А девятнадцатого октября тысяча девятьсот двадцатого года газета «Советская Сибирь» еще опубликовала обращение Сибревкома:
«Всему крестьянскому населению СибириПолтора года власти колчаковцев, разных атаманов и карателей сделали свое черное дело: наши враги, пользуясь темнотой, действуя через богатых людей, через попов и др. противников Советской власти, повели свою гнусную работу в крестьянстве и стали подбивать крестьян на восстания против Советской власти.
Советская власть вынуждена была сурово карать эти шайки. Это продолжалось все лето – она вылавливала их, разбивала и разгоняла.
Часть обманутых людей начинает сознавать свое преступление,
…К Советской власти обратились… участники восстаний с просьбой, что они… готовы загладить свои преступления… против рабочих и крестьян отправкой на фронт.
Сибирский революционный комитет, обсудив эти заявления, постановил принять их в ряды Красной Армии и дать им возможность искупить свою вину честной службой в рядах единственной в мире рабоче-крестьянской армии, которая борется за интересы всех трудящихся.
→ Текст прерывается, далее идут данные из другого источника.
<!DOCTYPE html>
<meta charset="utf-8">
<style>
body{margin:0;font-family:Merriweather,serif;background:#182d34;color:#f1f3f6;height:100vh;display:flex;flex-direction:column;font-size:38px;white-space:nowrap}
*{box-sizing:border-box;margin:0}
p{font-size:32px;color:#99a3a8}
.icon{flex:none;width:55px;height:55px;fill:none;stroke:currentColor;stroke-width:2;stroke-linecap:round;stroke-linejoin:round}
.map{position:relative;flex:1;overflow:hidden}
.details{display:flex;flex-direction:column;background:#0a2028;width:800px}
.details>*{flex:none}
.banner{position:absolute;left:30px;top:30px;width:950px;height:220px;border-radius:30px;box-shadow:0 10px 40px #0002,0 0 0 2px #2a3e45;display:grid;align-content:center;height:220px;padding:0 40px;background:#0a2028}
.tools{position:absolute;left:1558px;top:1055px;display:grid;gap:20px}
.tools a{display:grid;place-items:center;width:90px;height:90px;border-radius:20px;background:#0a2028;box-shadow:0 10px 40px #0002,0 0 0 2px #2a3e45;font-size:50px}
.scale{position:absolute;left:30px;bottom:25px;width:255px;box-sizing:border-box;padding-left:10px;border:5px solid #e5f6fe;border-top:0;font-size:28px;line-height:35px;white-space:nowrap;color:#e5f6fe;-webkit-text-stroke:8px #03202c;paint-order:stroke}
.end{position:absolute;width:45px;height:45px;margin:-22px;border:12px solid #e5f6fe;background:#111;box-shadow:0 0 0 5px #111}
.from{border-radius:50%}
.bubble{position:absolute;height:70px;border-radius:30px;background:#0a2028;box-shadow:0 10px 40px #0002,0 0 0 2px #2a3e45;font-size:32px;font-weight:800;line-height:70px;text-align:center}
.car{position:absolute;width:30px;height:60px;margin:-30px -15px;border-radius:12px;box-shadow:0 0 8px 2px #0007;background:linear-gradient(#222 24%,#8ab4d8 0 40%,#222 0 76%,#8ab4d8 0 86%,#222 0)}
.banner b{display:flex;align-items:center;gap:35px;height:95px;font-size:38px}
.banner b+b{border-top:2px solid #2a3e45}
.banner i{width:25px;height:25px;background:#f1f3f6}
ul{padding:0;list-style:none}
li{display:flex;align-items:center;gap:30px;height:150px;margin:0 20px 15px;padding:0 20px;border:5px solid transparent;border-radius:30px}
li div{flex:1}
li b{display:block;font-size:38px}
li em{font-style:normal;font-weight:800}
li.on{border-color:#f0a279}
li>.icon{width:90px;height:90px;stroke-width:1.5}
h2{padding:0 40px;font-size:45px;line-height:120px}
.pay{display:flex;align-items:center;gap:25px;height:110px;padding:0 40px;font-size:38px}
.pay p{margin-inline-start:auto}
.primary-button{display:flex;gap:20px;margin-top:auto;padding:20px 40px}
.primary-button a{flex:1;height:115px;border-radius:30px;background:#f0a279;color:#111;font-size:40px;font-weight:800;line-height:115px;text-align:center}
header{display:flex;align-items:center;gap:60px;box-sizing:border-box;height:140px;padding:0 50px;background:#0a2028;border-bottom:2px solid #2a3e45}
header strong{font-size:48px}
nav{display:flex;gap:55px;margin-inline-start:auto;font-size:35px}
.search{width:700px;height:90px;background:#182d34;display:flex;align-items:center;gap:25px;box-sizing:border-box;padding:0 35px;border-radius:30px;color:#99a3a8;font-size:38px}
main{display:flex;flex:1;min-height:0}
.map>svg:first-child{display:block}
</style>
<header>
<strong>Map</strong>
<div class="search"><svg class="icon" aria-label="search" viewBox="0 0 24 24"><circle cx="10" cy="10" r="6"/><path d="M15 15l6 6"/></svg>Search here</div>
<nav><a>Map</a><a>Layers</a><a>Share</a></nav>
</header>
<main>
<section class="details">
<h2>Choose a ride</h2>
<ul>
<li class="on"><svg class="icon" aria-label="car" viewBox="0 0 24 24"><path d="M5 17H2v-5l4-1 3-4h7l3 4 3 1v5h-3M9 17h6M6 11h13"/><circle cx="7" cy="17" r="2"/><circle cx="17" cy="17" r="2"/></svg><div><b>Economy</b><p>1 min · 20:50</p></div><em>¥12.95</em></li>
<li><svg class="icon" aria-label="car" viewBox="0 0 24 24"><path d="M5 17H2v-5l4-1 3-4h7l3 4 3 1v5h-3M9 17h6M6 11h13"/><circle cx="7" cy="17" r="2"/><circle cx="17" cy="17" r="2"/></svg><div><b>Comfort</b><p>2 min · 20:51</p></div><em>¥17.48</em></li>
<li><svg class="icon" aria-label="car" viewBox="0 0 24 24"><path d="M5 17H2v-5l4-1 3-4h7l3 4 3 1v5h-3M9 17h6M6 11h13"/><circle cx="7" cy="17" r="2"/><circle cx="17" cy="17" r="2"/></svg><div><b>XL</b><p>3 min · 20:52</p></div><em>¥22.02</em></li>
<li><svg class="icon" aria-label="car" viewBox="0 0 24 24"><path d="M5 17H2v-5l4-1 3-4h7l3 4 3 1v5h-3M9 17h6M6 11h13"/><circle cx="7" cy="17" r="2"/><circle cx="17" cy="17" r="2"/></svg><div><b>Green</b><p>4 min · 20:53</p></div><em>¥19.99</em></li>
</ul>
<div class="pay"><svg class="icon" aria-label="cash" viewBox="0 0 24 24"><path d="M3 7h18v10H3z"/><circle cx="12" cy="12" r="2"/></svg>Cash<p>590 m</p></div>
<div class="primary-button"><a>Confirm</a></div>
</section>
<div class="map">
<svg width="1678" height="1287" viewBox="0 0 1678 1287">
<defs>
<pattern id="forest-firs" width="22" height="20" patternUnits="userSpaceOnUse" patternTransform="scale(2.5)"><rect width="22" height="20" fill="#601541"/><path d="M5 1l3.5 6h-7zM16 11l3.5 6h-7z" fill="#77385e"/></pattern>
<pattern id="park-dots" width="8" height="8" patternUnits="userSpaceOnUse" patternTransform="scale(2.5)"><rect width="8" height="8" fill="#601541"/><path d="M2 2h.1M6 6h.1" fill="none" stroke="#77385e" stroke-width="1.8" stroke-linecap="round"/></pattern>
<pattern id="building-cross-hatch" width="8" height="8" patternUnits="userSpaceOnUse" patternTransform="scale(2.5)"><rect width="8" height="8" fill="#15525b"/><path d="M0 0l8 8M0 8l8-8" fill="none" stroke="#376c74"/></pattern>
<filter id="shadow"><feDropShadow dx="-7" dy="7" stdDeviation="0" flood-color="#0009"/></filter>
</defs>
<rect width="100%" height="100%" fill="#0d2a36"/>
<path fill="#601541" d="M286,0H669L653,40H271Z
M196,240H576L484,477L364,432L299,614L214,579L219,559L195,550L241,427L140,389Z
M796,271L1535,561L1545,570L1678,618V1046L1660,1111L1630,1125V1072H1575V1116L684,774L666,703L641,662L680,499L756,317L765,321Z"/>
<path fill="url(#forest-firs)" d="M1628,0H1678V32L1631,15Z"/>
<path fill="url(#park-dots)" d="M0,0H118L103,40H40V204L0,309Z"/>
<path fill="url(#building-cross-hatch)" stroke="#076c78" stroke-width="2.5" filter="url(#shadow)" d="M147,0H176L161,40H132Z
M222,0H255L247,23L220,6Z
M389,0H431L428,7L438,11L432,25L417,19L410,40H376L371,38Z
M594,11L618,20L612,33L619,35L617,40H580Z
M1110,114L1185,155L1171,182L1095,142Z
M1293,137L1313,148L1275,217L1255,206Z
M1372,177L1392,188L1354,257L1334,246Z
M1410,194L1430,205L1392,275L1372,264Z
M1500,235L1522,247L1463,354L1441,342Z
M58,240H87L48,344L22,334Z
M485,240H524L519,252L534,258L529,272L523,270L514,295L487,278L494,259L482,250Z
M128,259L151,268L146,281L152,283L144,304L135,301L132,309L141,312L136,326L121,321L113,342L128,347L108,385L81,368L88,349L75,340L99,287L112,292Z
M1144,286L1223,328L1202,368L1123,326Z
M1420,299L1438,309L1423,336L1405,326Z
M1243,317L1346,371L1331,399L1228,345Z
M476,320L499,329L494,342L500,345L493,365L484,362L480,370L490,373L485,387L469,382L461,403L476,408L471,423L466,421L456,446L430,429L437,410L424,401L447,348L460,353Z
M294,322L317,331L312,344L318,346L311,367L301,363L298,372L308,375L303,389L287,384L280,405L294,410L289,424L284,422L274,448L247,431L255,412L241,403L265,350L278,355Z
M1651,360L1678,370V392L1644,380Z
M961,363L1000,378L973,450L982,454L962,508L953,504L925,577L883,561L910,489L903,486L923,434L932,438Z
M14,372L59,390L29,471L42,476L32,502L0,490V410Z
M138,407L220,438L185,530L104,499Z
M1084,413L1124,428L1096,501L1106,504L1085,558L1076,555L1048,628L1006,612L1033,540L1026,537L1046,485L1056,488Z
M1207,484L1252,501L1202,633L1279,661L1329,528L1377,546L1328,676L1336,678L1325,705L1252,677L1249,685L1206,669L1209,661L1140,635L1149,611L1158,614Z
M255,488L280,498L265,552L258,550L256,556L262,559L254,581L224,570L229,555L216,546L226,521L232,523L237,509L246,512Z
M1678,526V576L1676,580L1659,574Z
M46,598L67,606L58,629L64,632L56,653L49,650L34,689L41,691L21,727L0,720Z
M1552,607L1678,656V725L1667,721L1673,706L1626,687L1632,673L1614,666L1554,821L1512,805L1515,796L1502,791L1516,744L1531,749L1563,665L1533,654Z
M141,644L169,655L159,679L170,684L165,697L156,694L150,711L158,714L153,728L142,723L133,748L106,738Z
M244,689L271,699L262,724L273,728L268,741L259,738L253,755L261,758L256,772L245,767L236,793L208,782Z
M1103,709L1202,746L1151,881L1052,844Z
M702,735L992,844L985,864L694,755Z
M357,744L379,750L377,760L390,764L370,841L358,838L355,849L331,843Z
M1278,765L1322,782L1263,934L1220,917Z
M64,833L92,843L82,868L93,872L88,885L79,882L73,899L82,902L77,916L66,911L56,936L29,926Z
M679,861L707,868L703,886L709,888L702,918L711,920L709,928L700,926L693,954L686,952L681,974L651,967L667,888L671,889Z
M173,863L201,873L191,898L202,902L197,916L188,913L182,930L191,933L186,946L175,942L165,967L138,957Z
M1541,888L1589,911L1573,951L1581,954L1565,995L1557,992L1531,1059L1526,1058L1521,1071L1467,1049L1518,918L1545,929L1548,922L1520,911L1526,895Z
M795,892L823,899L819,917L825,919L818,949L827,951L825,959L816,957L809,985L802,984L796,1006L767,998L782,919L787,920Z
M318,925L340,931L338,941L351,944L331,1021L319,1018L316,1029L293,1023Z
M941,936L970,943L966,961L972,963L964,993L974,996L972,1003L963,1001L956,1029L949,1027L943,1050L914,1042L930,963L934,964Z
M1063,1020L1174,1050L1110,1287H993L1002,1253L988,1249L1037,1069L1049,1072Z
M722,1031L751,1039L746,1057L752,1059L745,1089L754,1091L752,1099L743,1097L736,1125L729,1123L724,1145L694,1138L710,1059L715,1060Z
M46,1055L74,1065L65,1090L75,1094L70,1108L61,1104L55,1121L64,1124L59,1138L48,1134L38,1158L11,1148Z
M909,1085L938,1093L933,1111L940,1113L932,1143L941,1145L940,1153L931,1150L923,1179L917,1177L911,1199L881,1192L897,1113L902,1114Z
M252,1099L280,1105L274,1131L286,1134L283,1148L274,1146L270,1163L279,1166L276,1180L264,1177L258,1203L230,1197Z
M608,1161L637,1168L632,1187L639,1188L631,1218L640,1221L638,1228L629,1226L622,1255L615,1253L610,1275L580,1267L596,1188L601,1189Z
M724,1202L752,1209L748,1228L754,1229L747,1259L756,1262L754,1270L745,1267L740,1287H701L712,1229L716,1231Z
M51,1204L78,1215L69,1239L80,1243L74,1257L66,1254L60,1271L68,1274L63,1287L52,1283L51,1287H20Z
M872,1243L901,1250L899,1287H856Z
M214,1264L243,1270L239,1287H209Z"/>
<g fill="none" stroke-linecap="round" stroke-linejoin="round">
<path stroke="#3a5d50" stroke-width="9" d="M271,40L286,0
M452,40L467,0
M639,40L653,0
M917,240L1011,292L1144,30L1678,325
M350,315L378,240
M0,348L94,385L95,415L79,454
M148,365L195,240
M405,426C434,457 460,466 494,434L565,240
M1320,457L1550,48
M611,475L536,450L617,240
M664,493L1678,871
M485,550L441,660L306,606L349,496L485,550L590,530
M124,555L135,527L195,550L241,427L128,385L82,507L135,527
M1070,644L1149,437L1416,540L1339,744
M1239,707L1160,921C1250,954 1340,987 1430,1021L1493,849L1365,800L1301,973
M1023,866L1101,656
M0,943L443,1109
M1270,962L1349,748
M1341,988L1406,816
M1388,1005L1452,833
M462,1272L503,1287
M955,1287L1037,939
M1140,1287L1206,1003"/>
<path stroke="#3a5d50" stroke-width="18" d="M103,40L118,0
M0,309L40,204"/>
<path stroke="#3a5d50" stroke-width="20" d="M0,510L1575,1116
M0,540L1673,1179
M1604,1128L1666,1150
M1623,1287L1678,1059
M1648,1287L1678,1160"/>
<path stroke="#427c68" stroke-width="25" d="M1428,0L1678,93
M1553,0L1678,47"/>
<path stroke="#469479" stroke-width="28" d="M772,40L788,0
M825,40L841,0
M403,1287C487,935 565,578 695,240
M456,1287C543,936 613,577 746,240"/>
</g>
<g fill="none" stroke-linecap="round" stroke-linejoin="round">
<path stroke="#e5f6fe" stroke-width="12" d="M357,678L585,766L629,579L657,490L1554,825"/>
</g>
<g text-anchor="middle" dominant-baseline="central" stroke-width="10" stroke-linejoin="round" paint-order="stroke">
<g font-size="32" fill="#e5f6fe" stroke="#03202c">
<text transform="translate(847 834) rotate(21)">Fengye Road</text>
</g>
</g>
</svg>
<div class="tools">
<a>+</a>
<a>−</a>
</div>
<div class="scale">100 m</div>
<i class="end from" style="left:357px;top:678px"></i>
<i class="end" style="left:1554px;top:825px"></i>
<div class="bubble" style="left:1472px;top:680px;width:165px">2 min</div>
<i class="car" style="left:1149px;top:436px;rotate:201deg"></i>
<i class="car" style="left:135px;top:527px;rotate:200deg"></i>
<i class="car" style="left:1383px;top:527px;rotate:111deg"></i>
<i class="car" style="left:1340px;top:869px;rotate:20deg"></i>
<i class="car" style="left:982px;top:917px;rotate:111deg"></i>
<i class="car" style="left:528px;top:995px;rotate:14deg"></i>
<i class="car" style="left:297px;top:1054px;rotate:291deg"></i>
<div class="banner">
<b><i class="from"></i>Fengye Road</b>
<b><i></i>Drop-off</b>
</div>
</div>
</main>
Сибирский революционный комитет приказывает:
1. Всем скрывающимся с оружием в руках и безоружным участникам восстаний против Советской власти явиться в уездные военные комиссариаты и заявить о своем желании искупить вину отправкой на фронт.
2. Уездным военным комиссариатам немедленно зачислять таковых в ряды Красной Армии, обеспечив как самим явившимся, так и семьям их все виды довольствия и социального обеспечения наравне со всеми красноармейцами.
3. Все имеющееся на руках или скрытое где-либо оружие явившиеся должны сдать или указать местонахождение его.
4. Всем ревтрибуналам, народным судьям и другим судебным и судебно-следственным органам, где возбуждены дела по обвинению явившихся лиц в восстании против Советской власти, – дела прекратить.
5. Неявившиеся в месячный срок со дня настоящего объявления будут считаться врагами народа, имущество их будет конфисковано и со всеми ими будет поступлено по всей строгости революционной власти».
Уцелевшие беглецы начали выползать из таежных дебрей, они приносили свои обрезы и берданки в ревкомы, шли в волостные военкоматы «писаться в Красную Армию», замаливать грехи фронтовой боевитостью – так велела многотерпеливая партия Ленина…
В эсеровском подполье не знали, что делать. Медики Соколов и Николаев мечтали о широкой волне красного террора: дескать, сами большевики репрессиями вызовут новое восстание. Но вышло по-другому.
Поздней осенью, когда новониколаевцы готовили хлебные эшелоны в Самару, к кирпичному вокзальчику с церковью напротив подкатил с запада состав из пяти вагонов.
Встречать омский литерный поезд вышло и чекистское начальство города. Приготовили почетный караул, оркестр и прочие атрибуты уважения и гостеприимства.
Но с подножки третьего вагона соскочил человек в кожанке и, выяснив, кто тут главный, сказал безапелляционно:
– Иван Петрович приказал представление отменить. Предгубчека, начальника особого отдела, начальника ДТ Чека и ответственного комиссара Водной Чека Иван Петрович приглашает в вагон. Поезд надо отвести в тупик.